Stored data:
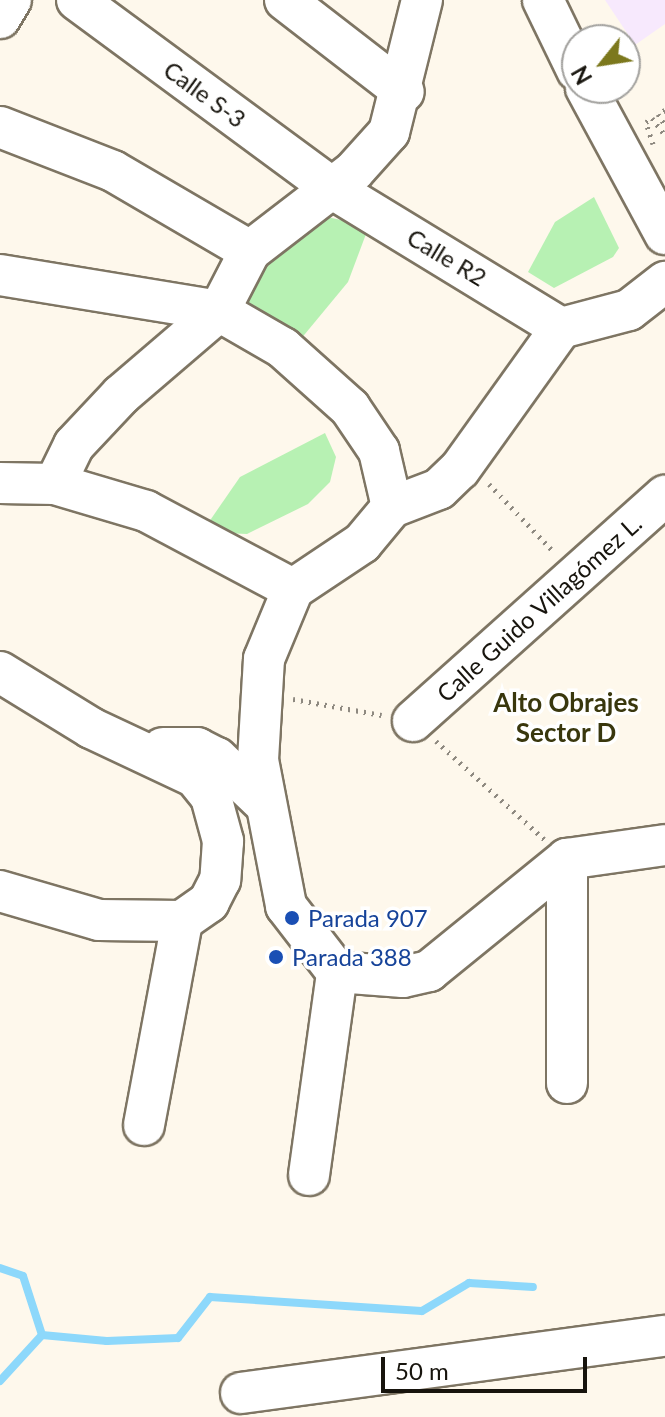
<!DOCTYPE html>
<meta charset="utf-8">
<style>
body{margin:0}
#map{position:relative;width:665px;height:1417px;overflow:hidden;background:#fef8ec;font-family:Lato,sans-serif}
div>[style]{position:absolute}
.industrial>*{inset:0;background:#f7e9fd}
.green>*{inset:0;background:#b7f1b3}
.stream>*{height:8px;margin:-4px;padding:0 4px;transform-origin:4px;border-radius:4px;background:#8dd8fb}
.path>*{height:5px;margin-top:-2.5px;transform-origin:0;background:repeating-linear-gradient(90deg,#8e8980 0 2px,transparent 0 8px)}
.roads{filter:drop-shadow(2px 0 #7e7563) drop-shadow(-2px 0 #7e7563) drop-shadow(0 2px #7e7563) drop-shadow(0 -2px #7e7563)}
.minor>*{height:40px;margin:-20px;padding:0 20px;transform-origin:20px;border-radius:20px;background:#fff}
.dots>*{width:22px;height:22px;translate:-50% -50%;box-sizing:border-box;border:4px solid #fff;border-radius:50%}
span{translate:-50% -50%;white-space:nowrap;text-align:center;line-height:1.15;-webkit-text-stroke:7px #fff;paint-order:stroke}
.street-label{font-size:24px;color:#17140d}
.transit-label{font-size:24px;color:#164399}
.left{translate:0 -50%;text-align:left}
.neighbourhood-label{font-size:26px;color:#39370d;font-weight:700}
.north{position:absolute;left:561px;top:24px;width:80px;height:80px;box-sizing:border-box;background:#fff;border:2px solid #a2a19e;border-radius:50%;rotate:240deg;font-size:22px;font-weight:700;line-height:32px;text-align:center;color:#17140d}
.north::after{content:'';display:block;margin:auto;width:28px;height:36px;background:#7c781d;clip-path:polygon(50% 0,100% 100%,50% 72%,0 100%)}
.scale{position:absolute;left:381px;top:1357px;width:206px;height:36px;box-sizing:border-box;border:4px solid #17140d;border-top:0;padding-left:10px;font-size:24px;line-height:28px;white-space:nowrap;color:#17140d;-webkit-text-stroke:6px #fff;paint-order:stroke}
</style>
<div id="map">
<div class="industrial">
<div style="clip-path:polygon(605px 0,665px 0,665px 24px,635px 45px)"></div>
</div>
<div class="green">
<div style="clip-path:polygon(594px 197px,619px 248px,613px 257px,554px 288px,528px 272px,555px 222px)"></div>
<div style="clip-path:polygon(313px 214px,369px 226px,348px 282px,300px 340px,232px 307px,238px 274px)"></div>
<div style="clip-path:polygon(325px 433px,336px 457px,330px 482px,308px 504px,247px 534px,202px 532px,240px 477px)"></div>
</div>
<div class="stream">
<div style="left:0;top:1268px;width:24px;rotate:19deg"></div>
<div style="left:23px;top:1276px;width:62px;rotate:72.1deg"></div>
<div style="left:42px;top:1335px;width:65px;rotate:5.3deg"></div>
<div style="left:107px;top:1341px;width:71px;rotate:-2.4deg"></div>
<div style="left:178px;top:1338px;width:52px;rotate:-52deg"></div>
<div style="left:210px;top:1297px;width:212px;rotate:3.8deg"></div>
<div style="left:422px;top:1311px;width:55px;rotate:-30.8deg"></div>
<div style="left:469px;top:1283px;width:64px;rotate:3.6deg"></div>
<div style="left:0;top:1381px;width:62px;rotate:-47.6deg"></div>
</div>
<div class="path">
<div style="left:665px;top:110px;width:8px;rotate:150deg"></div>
<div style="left:658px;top:114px;width:13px;rotate:58deg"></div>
<div style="left:653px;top:144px;width:23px;rotate:-108deg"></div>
<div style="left:646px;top:122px;width:7px;rotate:-34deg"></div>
<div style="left:652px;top:118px;width:21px;rotate:53deg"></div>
<div style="left:489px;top:484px;width:94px;rotate:46.3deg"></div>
<div style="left:293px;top:699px;width:90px;rotate:10.2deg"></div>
<div style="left:436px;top:741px;width:146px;rotate:42.2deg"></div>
</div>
<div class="roads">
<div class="minor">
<div style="left:77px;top:0;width:318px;rotate:36.4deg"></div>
<div style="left:333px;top:189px;width:267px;rotate:31.4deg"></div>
<div style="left:285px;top:0;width:150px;rotate:37.7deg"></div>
<div style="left:422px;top:0;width:136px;rotate:104deg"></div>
<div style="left:389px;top:132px;width:52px;rotate:131.9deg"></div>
<div style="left:354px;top:171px;width:131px;rotate:142.4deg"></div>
<div style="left:250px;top:251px;width:68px;rotate:117.3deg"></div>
<div style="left:219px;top:311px;width:74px;rotate:30deg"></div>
<div style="left:283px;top:348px;width:90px;rotate:41.8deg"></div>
<div style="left:350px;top:408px;width:52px;rotate:56deg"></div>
<div style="left:379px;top:451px;width:57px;rotate:76.9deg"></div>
<div style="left:392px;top:507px;width:47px;rotate:129.8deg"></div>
<div style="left:362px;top:543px;width:83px;rotate:146.3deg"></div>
<div style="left:293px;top:589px;width:76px;rotate:112.5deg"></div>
<div style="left:264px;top:659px;width:101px;rotate:93.4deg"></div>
<div style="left:258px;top:760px;width:149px;rotate:79.1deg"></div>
<div style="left:286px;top:906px;width:83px;rotate:52.3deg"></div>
<div style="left:337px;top:972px;width:66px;rotate:4.3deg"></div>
<div style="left:403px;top:977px;width:27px;rotate:-13deg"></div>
<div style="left:429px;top:971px;width:178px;rotate:-39.1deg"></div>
<div style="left:567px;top:859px;width:99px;rotate:-8.1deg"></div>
<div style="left:543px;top:0;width:78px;rotate:64.1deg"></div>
<div style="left:0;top:18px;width:21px;rotate:-59deg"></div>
<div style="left:586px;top:88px;width:166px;rotate:61.6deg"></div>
<div style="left:0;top:127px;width:121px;rotate:21.3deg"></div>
<div style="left:113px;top:171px;width:159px;rotate:30.3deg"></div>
<div style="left:0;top:275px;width:222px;rotate:9.3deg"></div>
<div style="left:561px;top:328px;width:70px;rotate:-14.8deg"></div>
<div style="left:629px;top:310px;width:46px;rotate:-37.9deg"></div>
<div style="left:0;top:483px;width:55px;rotate:1deg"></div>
<div style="left:55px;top:484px;width:95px;rotate:16.5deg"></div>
<div style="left:146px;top:511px;width:166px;rotate:28deg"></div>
<div style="left:55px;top:484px;width:43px;rotate:-64deg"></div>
<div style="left:74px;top:445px;width:69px;rotate:-46.8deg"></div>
<div style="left:121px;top:395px;width:129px;rotate:-40.6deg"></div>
<div style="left:392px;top:507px;width:50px;rotate:-21deg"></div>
<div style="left:439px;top:489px;width:29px;rotate:-44deg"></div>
<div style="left:460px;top:469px;width:173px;rotate:-54.4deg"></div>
<div style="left:0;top:672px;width:107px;rotate:31.6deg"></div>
<div style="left:91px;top:728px;width:115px;rotate:25.2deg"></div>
<div style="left:195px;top:777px;width:26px;rotate:51deg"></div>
<div style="left:211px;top:797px;width:46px;rotate:74.7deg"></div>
<div style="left:223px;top:841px;width:39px;rotate:94deg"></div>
<div style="left:220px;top:880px;width:25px;rotate:117deg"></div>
<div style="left:209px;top:902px;width:33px;rotate:145deg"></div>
<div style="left:182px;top:921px;width:83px;rotate:-179.3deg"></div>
<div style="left:99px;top:920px;width:103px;rotate:-163.7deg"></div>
<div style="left:413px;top:721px;width:338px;rotate:-41.8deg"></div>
<div style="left:163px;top:748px;width:34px"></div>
<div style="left:197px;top:748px;width:22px;rotate:27deg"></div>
<div style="left:217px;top:758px;width:68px;rotate:43.8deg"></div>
<div style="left:567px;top:859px;width:224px;rotate:90deg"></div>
<div style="left:144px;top:1125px;width:208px;rotate:-79.4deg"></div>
<div style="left:309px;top:1175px;width:205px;rotate:-82.1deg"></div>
<div style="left:241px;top:1393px;width:428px;rotate:-7.7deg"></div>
</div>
</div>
<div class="dots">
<div style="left:292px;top:918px;background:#1a4fb4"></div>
<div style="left:276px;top:957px;background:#1a4fb4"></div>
</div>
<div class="street-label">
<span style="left:205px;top:94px;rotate:36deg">Calle S-3</span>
<span style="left:447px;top:257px;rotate:31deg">Calle R2</span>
<span style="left:539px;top:608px;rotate:-42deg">Calle Guido Villagómez L.</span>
</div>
<div class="transit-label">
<span class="left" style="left:308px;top:918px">Parada 907</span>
<span class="left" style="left:292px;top:957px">Parada 388</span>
</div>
<div class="neighbourhood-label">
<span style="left:566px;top:718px">Alto Obrajes<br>Sector D</span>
</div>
<div class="north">N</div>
<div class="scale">50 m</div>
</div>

### What is being asked
Every line above that contains the word "stream" should be reported.

### Solution for this task
.stream>*{height:8px;margin:-4px;padding:0 4px;transform-origin:4px;border-radius:4px;background:#8dd8fb}
<div class="stream">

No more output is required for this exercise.